The girl, known as H.S., reported that she was raped in 2008 at a party in Silsbee, Texas by one Rakheem Bolton. Bolton was arrested, but not charged. When in ’09 H.S. joined the school’s cheerleading squad, she refused to join in cheers for Bolton — “Two, four, six, eight, ten, come on, Rakheem, put it in,” according to her lawyer — sitting out on the sidelines instead. She was dismissed from the squad when she wouldn’t back down. As she told ABC, “As a team, I cheered for them as a whole. When he stepped up to the free-throw line, it didn’t feel right for me to have to cheer for him after what he did to me…After that game I decided I started this, I’m going to get my point across now,” she said. “So I didn’t cheer for him at the playoff game either.”

In September Bolton pleaded guilty to a misdemeanor assault charge, and the girl’s family sued the school district and officials for inhibiting free speech.
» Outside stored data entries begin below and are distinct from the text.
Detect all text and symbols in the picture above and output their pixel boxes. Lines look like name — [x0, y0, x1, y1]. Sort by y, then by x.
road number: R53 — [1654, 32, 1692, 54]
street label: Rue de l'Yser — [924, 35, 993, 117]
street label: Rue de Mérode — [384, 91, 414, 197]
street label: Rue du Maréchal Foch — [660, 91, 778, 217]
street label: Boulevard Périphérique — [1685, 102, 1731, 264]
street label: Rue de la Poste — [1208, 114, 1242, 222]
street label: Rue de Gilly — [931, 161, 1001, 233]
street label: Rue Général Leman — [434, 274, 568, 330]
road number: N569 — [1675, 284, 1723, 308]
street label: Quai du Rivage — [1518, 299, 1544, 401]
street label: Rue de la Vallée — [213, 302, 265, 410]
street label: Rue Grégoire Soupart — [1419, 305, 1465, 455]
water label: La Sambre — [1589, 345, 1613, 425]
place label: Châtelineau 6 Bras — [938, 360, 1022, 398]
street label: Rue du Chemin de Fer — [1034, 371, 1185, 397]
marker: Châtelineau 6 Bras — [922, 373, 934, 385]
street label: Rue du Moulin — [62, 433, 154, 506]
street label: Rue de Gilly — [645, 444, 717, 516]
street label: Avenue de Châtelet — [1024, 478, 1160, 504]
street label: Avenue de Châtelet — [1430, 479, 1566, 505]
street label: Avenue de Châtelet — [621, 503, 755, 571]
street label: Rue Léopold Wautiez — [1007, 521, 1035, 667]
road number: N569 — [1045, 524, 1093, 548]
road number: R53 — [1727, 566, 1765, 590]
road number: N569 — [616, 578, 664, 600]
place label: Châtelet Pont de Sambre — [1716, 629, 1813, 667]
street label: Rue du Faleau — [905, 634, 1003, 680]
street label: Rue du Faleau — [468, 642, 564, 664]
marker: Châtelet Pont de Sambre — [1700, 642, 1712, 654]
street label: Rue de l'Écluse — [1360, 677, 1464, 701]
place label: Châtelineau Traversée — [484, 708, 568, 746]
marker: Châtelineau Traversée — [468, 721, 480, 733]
The suit was dismissed as frivolous and the family was ordered to reimburse the school’s costs. Later, a Circuit Court of Appeals upheld the ruling, stating that a cheerleader serves as a “mouthpiece” for the school and adding that H.S.’s actions “constituted substantial interference with the work of the school.”

Now her lawyer, Laurence Watts, has announced that he’s appealing to the Supreme Court. The question at issue will be, in essence, whether or not her refusal did indeed constitute “substantial interference” with educational aims. But the case could have larger implications for student speech. And, says H.S.,
“All I wanted was for somebody to come forward and say, ‘Yes, it happened.'”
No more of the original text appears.